DAFDiscover: Robust Mining Algorithm for Dynamic Approximate Functional Dependencies on Dirty Data
Xiaoou Ding,Yixing Lu,Hongzhi Wang,Chen Wang,Yida Liu,Jianmin Wang
DOI: https://doi.org/10.14778/3681954.3682015
IF: 2.5
2024-07-01
Proceedings of the VLDB Endowment
Abstract:Data dependency mining plays a crucial role in understanding data relationships. To address the increasing complexities of real-world data, Approximate Functional Dependencies (AFDs) have been introduced, building upon traditional FD. However, existing AFD approaches use static relaxation coefficients, limiting their effectiveness in capturing dependencies in noisy data. We propose a dynamic AFD variant, DAFD, which incorporates attribute error rates. We establish a bijection between DAFD and FD, develop its inference system, and introduce DAFDiscover, an algorithm for mining dependencies directly on noisy data. DAFDiscover matches the time and space complexity of SOTA AFD mining methods while offering superior performance.
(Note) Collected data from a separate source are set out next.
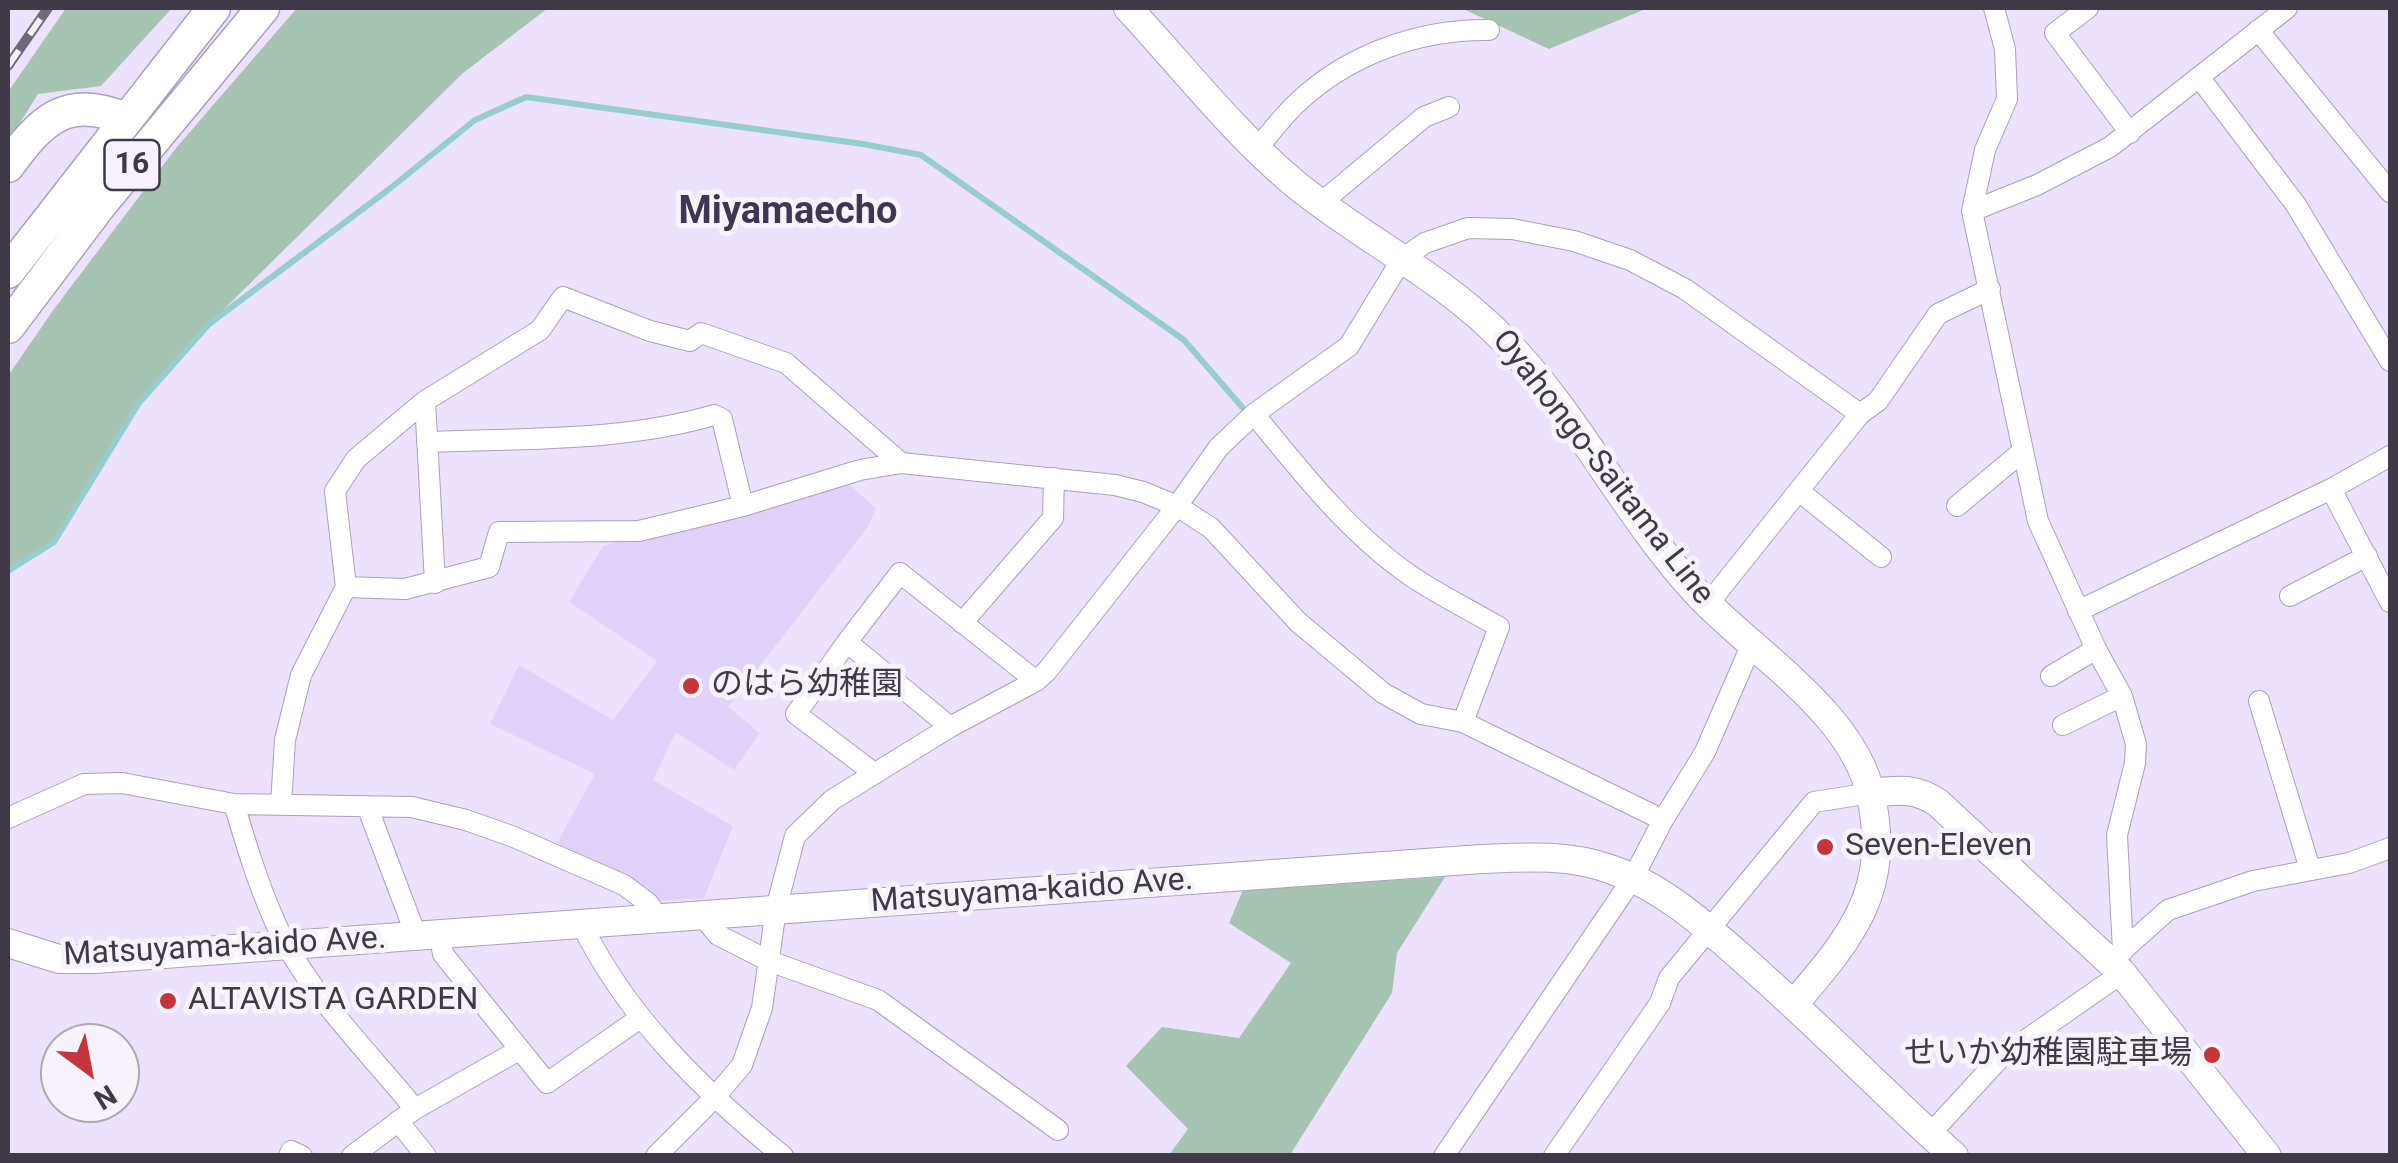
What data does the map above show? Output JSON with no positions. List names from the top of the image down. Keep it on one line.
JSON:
{"streets":{"highway":["16"],"main road":["Oyahongo-Saitama Line","Matsuyama-kaido Ave."]},"crossings":[["Oyahongo-Saitama Line","Matsuyama-kaido Ave."]],"districts":["Miyamaecho"],"places":["のはら幼稚園","Seven-Eleven","ALTAVISTA GARDEN","せいか幼稚園駐車場"],"north":"bottom right"}
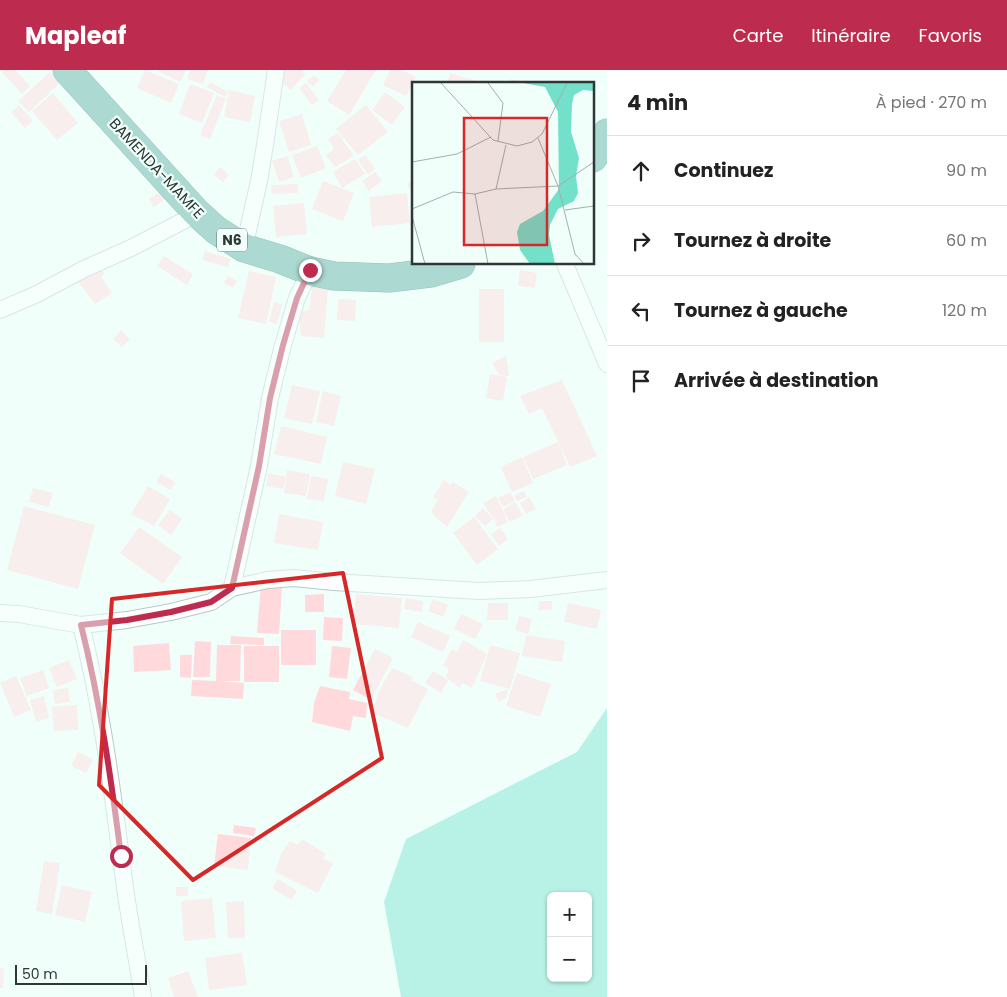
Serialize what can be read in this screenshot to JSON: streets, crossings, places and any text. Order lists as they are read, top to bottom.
{
  "streets": {
    "highway": ["BAMENDA-MAMFE", "N6"]
  },
  "scale_bar": "50 m",
  "page": {
    "header": "Mapleaf",
    "nav": ["Carte", "Itinéraire", "Favoris"],
    "heading": ["4 min", "À pied · 270 m"],
    "list": [
      ["Continuez", "90 m"],
      ["Tournez à droite", "60 m"],
      ["Tournez à gauche", "120 m"],
      "Arrivée à destination"
    ],
    "map_buttons": ["+", "−"],
    "scale": "50 m"
  }
}
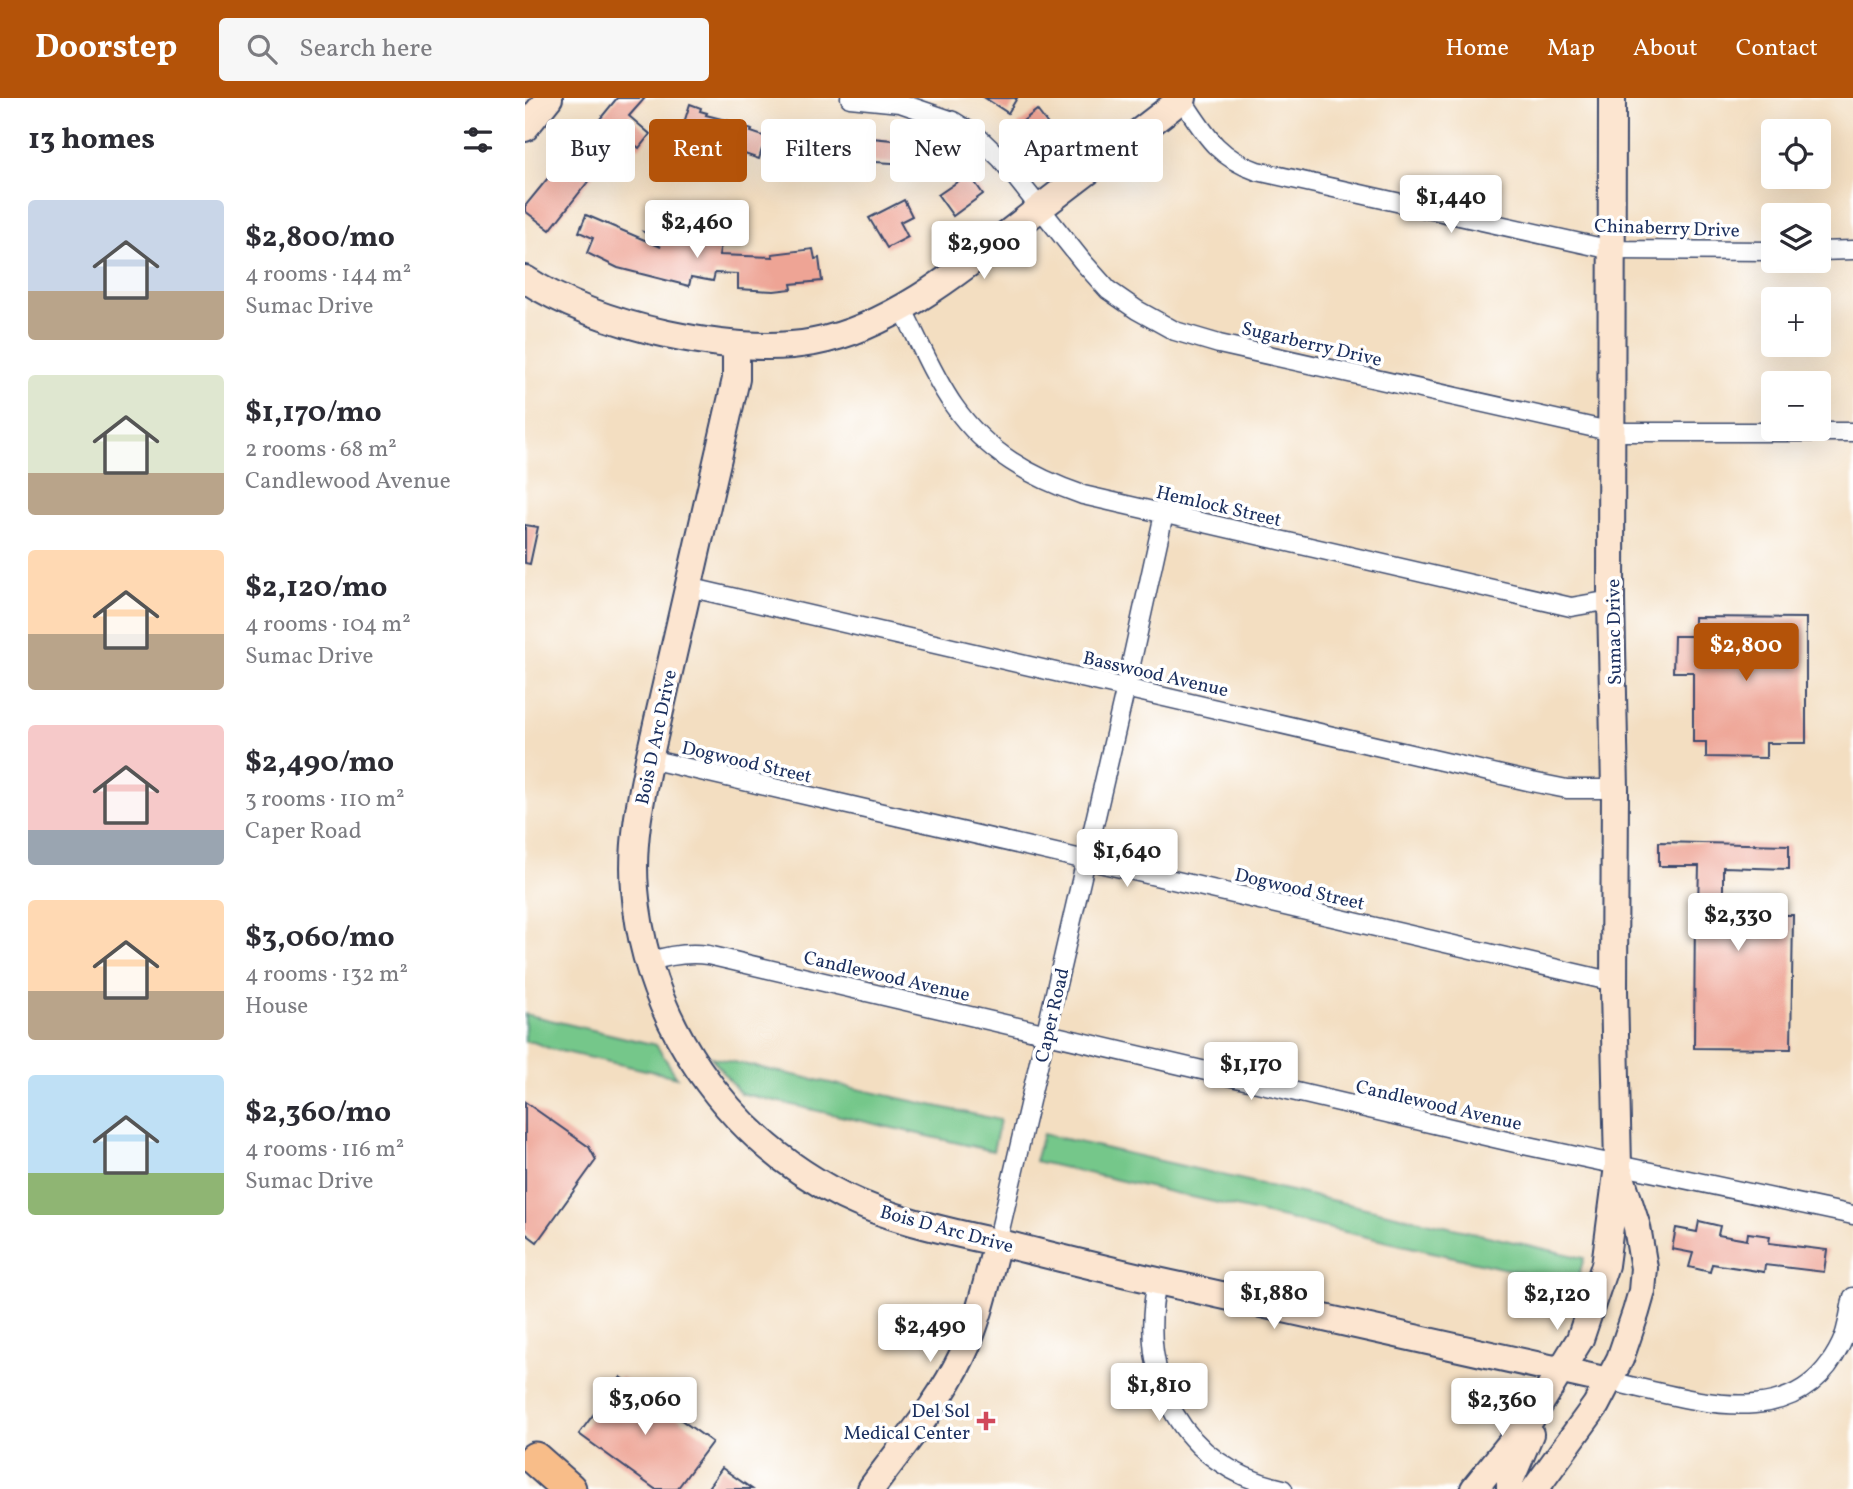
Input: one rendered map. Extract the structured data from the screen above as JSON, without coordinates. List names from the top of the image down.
{
  "streets": {
    "street": [
      "Chinaberry Drive",
      "Sugarberry Drive",
      "Hemlock Street",
      "Sumac Drive",
      "Basswood Avenue",
      "Bois D Arc Drive",
      "Dogwood Street",
      "Candlewood Avenue",
      "Caper Road"
    ]
  },
  "crossings": [
    ["Chinaberry Drive", "Sumac Drive"],
    ["Sugarberry Drive", "Sumac Drive"],
    ["Hemlock Street", "Sumac Drive"],
    ["Hemlock Street", "Caper Road"],
    ["Sumac Drive", "Basswood Avenue"],
    ["Sumac Drive", "Bois D Arc Drive"],
    ["Sumac Drive", "Dogwood Street"],
    ["Sumac Drive", "Candlewood Avenue"],
    ["Basswood Avenue", "Bois D Arc Drive"],
    ["Basswood Avenue", "Caper Road"],
    ["Bois D Arc Drive", "Dogwood Street"],
    ["Bois D Arc Drive", "Candlewood Avenue"],
    ["Bois D Arc Drive", "Caper Road"],
    ["Dogwood Street", "Caper Road"],
    ["Candlewood Avenue", "Caper Road"]
  ],
  "places": {
    "health": ["Del Sol Medical Center"]
  },
  "page": {
    "header": "Doorstep",
    "search": "Search here",
    "nav": [
      "Home",
      "Map",
      "About",
      "Contact"
    ],
    "heading": "13 homes",
    "map_buttons": ["+", "−"],
    "chip": [
      "Buy",
      "Rent",
      "Filters",
      "New",
      "Apartment"
    ],
    "price": [
      "$1,440",
      "$2,460",
      "$2,900",
      "$2,800",
      "$1,640",
      "$2,330",
      "$1,170",
      "$1,880",
      "$2,120",
      "$2,490",
      "$1,810",
      "$3,060",
      "$2,360"
    ],
    "list": [
      {
        "name": "$2,800/mo",
        "note": "4 rooms · 144 m² · Sumac Drive"
      },
      {
        "name": "$1,170/mo",
        "note": "2 rooms · 68 m² · Candlewood Avenue"
      },
      {
        "name": "$2,120/mo",
        "note": "4 rooms · 104 m² · Sumac Drive"
      },
      {
        "name": "$2,490/mo",
        "note": "3 rooms · 110 m² · Caper Road"
      },
      {
        "name": "$3,060/mo",
        "note": "4 rooms · 132 m² · House"
      },
      {
        "name": "$2,360/mo",
        "note": "4 rooms · 116 m² · Sumac Drive"
      }
    ]
  }
}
We theoretically prove its correctness, provide a method for calculating DAFD probabilities (DAFD- prob ), and derive a lower bound for DAFD's validity on dirty data. Experimental results on multiple public datasets demonstrate the semantic superiority of DAFD and the effectiveness of DAFDiscover compared to existing SOTA AFD mining techniques.
computer science, information systems, theory & methods